[[ Data shown open ]]

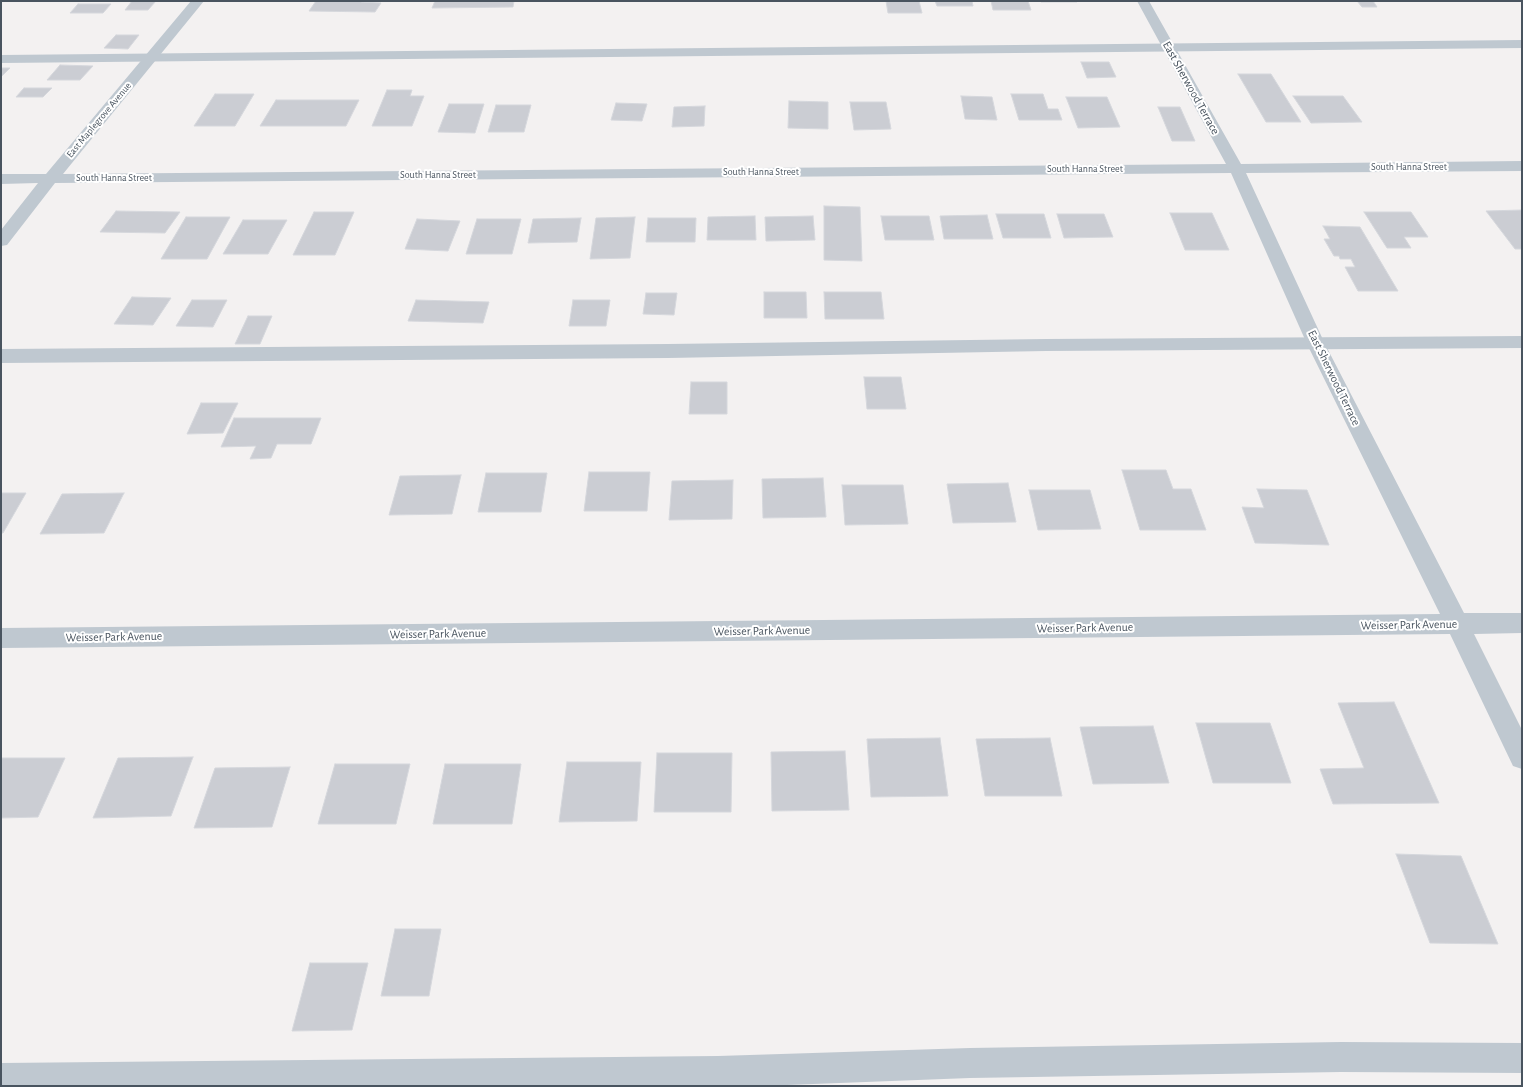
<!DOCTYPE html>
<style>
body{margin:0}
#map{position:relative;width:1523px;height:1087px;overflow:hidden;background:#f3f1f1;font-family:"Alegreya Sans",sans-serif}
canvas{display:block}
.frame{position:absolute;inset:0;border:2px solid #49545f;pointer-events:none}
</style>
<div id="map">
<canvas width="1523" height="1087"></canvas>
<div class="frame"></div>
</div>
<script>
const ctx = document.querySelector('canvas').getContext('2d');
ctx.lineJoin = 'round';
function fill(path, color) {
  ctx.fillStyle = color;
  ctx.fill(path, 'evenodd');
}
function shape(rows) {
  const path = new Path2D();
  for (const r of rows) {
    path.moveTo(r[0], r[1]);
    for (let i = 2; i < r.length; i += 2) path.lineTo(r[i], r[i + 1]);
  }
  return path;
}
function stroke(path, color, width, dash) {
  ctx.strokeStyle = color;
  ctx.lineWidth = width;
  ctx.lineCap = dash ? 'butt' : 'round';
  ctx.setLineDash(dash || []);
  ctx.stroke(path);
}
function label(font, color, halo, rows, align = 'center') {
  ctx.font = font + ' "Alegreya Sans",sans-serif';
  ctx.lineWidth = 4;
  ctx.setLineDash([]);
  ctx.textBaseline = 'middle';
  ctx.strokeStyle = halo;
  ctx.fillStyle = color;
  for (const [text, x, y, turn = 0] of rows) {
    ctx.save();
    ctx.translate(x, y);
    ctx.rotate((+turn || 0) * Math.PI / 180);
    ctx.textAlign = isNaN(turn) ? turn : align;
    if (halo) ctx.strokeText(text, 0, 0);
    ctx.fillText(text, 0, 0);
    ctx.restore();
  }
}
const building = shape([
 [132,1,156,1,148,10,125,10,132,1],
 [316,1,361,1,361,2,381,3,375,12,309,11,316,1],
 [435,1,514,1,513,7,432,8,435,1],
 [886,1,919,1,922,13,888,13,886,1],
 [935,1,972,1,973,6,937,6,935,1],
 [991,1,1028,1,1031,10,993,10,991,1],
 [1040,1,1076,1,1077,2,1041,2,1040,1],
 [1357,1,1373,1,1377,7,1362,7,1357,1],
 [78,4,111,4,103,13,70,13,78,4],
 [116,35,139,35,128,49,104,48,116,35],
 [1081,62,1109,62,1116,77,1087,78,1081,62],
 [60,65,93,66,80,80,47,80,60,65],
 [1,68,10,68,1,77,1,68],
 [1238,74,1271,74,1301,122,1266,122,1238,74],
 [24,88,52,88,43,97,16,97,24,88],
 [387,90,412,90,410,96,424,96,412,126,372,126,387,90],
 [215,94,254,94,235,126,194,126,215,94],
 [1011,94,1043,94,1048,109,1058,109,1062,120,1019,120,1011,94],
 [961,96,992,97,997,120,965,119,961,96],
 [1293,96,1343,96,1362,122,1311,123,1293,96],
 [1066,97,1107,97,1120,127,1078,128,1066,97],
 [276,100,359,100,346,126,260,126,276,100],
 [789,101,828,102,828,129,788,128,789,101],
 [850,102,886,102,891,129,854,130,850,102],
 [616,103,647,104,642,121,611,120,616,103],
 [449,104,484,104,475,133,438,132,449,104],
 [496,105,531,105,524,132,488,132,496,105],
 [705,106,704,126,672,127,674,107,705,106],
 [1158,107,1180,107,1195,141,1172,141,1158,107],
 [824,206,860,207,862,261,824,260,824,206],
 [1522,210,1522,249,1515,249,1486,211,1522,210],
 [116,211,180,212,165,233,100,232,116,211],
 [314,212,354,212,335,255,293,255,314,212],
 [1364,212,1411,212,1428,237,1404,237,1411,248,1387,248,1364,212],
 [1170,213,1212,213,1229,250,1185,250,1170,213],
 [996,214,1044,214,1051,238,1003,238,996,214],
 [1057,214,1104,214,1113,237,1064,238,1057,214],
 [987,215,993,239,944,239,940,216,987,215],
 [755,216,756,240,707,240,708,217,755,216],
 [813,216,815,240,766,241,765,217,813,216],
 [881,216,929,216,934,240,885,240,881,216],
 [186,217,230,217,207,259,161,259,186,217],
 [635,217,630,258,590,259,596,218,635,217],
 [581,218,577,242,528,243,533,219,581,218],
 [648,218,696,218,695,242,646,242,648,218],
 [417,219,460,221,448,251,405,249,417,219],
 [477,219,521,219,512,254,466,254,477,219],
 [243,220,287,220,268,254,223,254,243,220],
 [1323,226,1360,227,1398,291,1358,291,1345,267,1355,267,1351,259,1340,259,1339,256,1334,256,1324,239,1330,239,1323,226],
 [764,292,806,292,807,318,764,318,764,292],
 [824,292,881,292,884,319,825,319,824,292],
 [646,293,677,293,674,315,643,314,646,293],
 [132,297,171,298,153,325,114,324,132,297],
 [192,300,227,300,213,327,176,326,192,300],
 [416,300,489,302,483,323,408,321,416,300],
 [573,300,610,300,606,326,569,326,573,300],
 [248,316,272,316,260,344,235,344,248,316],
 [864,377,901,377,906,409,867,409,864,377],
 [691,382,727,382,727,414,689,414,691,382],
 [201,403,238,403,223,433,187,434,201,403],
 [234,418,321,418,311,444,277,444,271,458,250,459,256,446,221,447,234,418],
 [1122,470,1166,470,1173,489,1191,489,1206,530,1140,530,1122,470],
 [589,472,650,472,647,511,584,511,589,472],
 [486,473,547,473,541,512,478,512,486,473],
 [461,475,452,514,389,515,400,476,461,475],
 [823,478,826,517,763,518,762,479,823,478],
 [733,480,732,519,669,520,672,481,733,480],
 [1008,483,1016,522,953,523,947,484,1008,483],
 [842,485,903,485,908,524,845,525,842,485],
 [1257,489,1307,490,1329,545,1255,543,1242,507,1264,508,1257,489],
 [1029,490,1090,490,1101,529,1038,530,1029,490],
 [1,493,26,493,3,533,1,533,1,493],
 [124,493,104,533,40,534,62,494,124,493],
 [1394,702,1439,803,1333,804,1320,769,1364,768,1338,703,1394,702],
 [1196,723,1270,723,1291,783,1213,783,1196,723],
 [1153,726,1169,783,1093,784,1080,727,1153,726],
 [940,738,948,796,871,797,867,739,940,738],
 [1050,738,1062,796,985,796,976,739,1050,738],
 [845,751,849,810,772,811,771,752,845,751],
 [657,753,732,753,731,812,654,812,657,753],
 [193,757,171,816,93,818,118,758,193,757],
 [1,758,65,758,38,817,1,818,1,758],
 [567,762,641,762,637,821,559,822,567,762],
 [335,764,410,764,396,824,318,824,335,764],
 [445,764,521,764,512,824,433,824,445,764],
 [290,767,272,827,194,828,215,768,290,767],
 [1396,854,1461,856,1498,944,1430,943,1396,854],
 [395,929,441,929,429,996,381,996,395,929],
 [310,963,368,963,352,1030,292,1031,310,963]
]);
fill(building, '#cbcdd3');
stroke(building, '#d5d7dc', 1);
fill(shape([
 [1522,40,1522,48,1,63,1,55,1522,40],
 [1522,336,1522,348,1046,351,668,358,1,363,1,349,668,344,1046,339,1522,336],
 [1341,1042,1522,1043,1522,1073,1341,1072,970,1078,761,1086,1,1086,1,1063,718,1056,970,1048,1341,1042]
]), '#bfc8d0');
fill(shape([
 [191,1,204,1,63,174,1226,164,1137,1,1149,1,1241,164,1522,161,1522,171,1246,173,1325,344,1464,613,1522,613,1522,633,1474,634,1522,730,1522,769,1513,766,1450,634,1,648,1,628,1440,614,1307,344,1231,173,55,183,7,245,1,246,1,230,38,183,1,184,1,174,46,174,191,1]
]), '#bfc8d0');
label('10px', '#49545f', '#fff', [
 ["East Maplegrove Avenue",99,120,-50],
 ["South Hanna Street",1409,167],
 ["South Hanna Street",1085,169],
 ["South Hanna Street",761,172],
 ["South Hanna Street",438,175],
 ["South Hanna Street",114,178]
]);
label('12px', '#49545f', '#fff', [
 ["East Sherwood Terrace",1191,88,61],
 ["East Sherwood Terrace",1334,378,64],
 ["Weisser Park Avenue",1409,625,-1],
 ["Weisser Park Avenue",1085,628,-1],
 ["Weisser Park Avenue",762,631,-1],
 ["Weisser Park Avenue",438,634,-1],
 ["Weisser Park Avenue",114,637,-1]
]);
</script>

[[ Data shown closed ]]
[[ Data shown open ]]

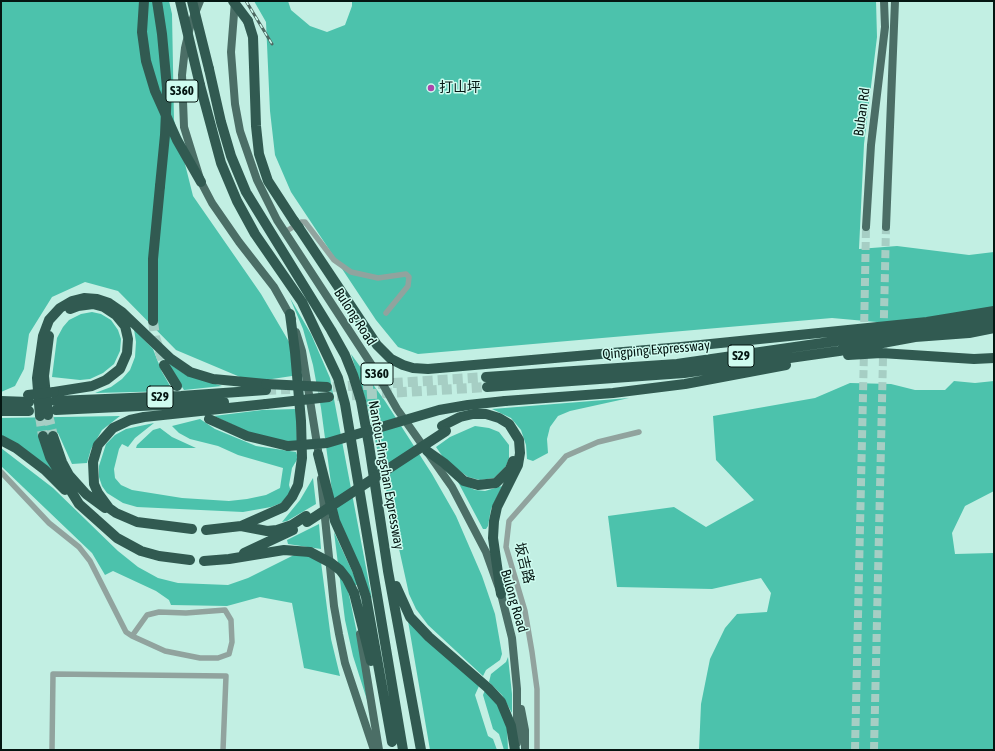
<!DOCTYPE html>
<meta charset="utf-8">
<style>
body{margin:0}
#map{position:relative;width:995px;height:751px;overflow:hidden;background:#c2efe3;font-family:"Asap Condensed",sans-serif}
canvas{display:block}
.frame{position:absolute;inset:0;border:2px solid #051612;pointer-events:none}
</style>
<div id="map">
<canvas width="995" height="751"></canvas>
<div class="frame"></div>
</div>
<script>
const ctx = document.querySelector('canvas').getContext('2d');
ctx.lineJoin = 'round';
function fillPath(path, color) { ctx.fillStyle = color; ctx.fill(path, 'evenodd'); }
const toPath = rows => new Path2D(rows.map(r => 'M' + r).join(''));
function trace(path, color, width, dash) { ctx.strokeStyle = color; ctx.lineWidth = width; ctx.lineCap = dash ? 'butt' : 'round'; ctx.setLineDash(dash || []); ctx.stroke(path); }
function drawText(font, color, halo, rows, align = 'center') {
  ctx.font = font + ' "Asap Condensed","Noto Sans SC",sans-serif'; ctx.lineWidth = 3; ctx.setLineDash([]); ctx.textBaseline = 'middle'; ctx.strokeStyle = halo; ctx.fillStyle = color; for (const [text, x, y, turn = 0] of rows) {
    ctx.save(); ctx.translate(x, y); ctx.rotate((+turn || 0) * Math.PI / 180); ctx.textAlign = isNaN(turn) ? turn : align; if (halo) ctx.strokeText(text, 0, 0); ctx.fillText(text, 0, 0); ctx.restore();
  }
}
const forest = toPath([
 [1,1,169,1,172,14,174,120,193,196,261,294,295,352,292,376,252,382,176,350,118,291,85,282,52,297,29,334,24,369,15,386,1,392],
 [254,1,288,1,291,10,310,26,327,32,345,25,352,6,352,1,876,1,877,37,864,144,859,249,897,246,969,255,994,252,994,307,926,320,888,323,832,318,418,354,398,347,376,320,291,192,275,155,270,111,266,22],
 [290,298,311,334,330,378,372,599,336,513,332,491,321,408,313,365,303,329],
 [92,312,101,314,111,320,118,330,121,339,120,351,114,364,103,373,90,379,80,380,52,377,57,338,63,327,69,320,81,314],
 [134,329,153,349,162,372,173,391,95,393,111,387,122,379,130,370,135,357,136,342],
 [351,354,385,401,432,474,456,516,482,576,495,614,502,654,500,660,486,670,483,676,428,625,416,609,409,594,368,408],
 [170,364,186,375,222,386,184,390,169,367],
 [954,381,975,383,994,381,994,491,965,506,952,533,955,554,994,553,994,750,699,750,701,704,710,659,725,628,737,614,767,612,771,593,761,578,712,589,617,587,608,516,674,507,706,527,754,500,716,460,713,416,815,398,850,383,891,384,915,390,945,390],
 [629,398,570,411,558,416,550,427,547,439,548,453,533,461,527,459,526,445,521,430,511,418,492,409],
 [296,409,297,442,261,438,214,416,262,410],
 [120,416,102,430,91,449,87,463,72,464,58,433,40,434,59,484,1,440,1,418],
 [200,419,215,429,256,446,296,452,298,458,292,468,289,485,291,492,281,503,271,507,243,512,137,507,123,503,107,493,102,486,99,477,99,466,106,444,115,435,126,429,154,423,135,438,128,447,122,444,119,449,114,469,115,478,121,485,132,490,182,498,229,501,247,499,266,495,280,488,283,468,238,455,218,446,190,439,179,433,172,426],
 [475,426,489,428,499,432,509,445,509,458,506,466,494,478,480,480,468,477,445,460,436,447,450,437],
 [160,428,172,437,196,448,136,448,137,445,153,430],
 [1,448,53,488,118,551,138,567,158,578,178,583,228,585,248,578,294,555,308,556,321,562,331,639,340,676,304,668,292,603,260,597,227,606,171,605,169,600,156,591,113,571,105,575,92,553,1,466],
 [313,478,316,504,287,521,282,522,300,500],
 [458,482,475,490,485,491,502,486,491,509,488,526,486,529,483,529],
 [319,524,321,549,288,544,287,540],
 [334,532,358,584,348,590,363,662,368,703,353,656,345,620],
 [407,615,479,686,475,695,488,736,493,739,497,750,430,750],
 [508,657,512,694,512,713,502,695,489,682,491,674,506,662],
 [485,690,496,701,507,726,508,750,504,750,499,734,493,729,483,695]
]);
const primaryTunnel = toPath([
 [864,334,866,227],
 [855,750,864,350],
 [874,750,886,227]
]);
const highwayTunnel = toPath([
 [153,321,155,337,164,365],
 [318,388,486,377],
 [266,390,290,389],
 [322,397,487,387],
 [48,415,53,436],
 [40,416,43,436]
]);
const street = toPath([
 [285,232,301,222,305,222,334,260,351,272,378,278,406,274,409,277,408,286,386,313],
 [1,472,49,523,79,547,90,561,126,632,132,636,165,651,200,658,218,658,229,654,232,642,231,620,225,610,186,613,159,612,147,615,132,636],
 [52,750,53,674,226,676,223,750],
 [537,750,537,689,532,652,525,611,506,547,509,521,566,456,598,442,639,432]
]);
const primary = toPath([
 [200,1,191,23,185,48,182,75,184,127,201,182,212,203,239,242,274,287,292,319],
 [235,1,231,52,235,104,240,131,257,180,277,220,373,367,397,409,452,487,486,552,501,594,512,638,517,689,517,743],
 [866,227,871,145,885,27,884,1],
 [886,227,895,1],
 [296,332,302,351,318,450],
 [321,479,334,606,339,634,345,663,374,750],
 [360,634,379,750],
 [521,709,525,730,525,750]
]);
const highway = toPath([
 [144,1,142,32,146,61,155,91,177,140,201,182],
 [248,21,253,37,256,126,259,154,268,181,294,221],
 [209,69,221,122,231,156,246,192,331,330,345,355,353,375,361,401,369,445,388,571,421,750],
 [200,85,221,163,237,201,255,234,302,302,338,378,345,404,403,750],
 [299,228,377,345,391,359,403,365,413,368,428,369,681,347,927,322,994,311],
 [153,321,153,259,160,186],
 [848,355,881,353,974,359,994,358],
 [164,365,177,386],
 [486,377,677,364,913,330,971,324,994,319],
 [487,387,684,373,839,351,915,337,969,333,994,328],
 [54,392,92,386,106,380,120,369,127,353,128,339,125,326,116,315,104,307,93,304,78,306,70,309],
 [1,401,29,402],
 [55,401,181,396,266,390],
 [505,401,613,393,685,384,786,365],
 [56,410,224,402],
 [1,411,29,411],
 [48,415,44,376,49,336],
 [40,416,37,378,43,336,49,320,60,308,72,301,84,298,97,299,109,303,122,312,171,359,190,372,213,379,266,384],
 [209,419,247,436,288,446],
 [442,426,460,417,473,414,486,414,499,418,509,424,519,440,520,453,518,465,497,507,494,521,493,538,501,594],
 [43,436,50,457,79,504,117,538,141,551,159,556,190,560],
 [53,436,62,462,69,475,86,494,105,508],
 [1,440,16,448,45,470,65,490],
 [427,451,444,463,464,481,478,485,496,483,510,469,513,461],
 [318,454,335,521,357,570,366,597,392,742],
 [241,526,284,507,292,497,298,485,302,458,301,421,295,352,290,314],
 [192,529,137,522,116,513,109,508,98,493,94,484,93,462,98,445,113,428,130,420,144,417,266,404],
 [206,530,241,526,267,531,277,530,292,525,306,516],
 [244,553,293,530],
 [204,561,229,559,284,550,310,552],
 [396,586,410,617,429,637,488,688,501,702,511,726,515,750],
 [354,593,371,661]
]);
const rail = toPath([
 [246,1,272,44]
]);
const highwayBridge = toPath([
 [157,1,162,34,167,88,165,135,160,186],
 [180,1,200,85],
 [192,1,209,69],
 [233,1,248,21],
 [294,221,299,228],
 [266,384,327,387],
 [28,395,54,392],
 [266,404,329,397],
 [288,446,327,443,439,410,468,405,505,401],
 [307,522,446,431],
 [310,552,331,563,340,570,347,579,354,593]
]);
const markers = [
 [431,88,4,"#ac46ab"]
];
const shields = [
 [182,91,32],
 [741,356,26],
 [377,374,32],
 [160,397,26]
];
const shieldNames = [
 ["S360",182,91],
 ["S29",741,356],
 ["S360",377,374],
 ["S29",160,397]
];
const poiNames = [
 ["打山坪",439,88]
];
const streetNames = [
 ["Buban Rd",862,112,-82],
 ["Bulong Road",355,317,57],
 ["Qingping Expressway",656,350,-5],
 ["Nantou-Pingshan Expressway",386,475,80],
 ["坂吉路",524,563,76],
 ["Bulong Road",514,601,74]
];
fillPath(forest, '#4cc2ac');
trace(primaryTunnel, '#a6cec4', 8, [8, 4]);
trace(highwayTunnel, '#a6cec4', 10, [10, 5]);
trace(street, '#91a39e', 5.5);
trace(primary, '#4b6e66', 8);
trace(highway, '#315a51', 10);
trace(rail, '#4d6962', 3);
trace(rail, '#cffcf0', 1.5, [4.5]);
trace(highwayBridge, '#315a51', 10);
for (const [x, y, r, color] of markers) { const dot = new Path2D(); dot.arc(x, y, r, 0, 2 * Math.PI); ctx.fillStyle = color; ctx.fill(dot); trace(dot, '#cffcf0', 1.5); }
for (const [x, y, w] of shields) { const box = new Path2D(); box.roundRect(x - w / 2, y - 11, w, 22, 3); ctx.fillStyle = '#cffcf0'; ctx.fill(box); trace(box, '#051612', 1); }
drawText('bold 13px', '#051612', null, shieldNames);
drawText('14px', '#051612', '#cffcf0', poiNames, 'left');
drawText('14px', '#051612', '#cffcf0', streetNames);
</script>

[[ Data shown closed ]]

● **Exercise prompt**
Lines that hold "rows" are the ones to copy, so pick each out from the data.

● **Task answer**
function shape(rows) {
  for (const r of rows) {
function label(font, color, halo, rows, align = 'center') {
  for (const [text, x, y, turn = 0] of rows) {
const toPath = rows => new Path2D(rows.map(r => 'M' + r).join(''));
function drawText(font, color, halo, rows, align = 'center') {
  ctx.font = font + ' "Asap Condensed","Noto Sans SC",sans-serif'; ctx.lineWidth = 3; ctx.setLineDash([]); ctx.textBaseline = 'middle'; ctx.strokeStyle = halo; ctx.fillStyle = color; for (const [text, x, y, turn = 0] of rows) {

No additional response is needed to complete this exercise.